Input data:
- - -

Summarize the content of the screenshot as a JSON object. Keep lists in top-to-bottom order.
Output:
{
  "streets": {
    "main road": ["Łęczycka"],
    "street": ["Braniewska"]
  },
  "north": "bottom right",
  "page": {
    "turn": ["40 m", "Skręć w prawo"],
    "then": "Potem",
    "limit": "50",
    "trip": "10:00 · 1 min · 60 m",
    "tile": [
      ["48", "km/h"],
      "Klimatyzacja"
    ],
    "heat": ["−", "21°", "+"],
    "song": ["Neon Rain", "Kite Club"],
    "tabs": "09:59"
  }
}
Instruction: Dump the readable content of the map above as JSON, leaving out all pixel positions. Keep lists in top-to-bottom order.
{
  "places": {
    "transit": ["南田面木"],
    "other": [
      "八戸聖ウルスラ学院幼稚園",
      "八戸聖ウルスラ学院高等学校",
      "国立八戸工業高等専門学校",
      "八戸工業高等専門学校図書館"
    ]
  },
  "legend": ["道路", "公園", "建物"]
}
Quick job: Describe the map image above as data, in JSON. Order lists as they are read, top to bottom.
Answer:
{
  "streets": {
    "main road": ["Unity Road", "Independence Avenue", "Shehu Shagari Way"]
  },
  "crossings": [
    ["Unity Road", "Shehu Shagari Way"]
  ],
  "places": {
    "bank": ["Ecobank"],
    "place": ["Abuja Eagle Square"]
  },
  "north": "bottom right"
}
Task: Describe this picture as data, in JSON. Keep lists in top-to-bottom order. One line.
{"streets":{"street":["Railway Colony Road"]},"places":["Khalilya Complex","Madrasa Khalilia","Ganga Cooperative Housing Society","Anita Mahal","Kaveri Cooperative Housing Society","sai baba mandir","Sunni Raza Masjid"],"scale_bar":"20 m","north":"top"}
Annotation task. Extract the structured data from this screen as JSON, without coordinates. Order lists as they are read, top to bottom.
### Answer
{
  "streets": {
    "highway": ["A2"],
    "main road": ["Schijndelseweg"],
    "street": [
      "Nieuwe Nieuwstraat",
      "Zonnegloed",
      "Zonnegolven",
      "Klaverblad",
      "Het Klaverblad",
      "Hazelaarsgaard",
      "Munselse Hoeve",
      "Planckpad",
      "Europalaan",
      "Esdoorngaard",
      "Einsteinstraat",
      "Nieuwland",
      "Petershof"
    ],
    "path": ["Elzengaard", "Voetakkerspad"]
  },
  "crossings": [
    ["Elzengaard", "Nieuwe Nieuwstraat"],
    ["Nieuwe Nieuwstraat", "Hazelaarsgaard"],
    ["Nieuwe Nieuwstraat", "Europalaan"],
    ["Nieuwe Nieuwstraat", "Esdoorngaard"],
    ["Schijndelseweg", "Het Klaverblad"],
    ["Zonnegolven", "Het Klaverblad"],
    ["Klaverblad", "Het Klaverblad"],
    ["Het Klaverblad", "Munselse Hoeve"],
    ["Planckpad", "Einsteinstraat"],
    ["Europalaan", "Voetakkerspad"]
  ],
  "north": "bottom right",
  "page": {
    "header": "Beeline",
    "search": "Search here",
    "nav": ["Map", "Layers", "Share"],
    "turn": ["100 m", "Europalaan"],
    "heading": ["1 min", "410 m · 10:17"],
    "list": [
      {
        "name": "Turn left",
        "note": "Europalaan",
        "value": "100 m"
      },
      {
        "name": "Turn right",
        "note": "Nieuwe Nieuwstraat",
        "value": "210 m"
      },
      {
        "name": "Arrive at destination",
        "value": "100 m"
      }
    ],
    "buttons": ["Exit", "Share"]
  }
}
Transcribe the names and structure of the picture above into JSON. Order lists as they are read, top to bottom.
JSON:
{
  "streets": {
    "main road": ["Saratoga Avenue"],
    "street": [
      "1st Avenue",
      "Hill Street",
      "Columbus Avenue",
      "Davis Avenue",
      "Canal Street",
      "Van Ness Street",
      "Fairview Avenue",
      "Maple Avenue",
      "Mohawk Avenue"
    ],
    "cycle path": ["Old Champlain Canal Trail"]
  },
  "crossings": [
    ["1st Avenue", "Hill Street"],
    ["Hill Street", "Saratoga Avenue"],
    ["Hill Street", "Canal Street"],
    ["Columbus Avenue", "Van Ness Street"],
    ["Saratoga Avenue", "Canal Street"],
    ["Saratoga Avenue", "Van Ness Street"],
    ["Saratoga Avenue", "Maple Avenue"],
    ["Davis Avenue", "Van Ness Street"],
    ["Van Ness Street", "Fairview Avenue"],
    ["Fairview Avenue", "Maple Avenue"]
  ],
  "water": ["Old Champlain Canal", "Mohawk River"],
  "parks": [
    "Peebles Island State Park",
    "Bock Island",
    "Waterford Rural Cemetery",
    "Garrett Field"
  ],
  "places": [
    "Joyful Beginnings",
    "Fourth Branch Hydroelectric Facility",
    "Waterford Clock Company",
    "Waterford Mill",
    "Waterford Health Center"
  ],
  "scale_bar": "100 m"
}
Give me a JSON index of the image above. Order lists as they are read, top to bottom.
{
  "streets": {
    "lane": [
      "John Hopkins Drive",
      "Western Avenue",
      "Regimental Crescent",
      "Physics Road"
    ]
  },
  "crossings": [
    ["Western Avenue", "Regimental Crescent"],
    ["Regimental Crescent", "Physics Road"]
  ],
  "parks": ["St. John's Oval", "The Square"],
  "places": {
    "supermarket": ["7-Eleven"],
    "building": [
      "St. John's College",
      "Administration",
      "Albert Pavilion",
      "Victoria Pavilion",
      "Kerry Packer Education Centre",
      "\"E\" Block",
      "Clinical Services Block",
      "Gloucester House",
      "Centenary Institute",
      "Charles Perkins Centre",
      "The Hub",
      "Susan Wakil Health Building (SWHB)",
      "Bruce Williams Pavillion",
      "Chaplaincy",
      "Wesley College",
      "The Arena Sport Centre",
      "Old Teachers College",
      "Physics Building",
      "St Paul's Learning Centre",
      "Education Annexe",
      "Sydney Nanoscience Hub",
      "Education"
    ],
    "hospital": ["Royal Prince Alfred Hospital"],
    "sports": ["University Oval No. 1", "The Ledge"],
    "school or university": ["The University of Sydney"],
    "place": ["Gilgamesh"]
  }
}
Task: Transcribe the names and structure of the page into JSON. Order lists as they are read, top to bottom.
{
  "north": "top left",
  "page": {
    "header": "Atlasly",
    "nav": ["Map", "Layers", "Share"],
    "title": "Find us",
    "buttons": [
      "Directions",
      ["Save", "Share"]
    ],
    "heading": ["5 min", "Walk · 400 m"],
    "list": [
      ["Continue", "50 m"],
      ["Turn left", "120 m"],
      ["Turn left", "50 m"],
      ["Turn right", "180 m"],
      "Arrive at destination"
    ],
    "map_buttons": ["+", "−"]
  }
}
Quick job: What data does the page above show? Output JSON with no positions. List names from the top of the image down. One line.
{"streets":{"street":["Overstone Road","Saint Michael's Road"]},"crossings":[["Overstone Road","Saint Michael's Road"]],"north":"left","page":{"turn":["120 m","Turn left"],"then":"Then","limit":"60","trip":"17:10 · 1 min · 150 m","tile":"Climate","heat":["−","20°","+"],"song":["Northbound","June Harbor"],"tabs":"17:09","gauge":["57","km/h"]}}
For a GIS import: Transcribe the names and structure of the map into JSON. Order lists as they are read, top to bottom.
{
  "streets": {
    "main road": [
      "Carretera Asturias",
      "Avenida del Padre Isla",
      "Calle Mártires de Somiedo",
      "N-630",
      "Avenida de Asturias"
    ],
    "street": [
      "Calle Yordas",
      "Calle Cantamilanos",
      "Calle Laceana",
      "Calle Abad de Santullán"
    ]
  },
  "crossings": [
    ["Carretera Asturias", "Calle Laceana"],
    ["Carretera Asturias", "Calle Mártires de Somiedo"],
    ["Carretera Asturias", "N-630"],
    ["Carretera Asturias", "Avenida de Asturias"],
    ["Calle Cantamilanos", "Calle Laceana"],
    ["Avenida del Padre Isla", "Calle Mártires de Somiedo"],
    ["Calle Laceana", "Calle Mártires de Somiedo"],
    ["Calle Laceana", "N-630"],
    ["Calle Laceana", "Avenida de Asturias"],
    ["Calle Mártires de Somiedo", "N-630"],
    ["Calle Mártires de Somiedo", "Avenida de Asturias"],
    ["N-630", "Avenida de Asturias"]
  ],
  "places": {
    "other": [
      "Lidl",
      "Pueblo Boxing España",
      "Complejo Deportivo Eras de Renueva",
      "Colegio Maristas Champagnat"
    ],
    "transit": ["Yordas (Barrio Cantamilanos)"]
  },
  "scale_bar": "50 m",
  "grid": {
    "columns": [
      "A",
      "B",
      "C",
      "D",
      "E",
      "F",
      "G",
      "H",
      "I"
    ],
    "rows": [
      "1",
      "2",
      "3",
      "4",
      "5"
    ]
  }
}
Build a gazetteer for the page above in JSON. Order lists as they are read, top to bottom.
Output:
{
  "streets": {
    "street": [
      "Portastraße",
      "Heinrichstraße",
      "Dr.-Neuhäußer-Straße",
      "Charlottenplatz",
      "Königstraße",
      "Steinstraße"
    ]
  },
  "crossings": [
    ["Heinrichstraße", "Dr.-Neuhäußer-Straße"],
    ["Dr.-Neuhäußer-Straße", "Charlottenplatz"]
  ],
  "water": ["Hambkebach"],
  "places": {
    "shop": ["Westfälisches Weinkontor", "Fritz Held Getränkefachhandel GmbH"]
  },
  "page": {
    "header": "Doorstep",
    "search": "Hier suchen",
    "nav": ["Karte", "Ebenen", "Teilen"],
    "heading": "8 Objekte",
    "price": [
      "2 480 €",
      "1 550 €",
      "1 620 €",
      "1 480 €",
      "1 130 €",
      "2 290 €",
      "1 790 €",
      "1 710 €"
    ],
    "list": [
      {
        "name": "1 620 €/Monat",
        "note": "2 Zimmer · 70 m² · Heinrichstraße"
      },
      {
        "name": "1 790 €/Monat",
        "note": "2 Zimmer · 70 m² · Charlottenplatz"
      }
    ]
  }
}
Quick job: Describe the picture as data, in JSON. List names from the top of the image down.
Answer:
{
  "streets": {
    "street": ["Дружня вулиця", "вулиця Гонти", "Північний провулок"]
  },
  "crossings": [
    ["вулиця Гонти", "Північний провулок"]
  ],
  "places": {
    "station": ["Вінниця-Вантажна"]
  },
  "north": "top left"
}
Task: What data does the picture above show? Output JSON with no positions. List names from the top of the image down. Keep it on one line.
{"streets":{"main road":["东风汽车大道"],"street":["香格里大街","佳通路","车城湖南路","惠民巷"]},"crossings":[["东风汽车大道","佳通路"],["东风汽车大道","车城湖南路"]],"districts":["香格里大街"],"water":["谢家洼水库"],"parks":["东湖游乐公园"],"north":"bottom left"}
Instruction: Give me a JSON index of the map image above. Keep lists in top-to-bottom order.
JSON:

- - -

Above are the records. Print exactly, and only, the lines from the line with "Quick job: Describe the map" to the line with "Annotation task. Extract", both inclusive.

Quick job: Describe the map image above as data, in JSON. Order lists as they are read, top to bottom.
Answer:
{
  "streets": {
    "main road": ["Unity Road", "Independence Avenue", "Shehu Shagari Way"]
  },
  "crossings": [
    ["Unity Road", "Shehu Shagari Way"]
  ],
  "places": {
    "bank": ["Ecobank"],
    "place": ["Abuja Eagle Square"]
  },
  "north": "bottom right"
}
Task: Describe this picture as data, in JSON. Keep lists in top-to-bottom order. One line.
{"streets":{"street":["Railway Colony Road"]},"places":["Khalilya Complex","Madrasa Khalilia","Ganga Cooperative Housing Society","Anita Mahal","Kaveri Cooperative Housing Society","sai baba mandir","Sunni Raza Masjid"],"scale_bar":"20 m","north":"top"}
Annotation task. Extract the structured data from this screen as JSON, without coordinates. Order lists as they are read, top to bottom.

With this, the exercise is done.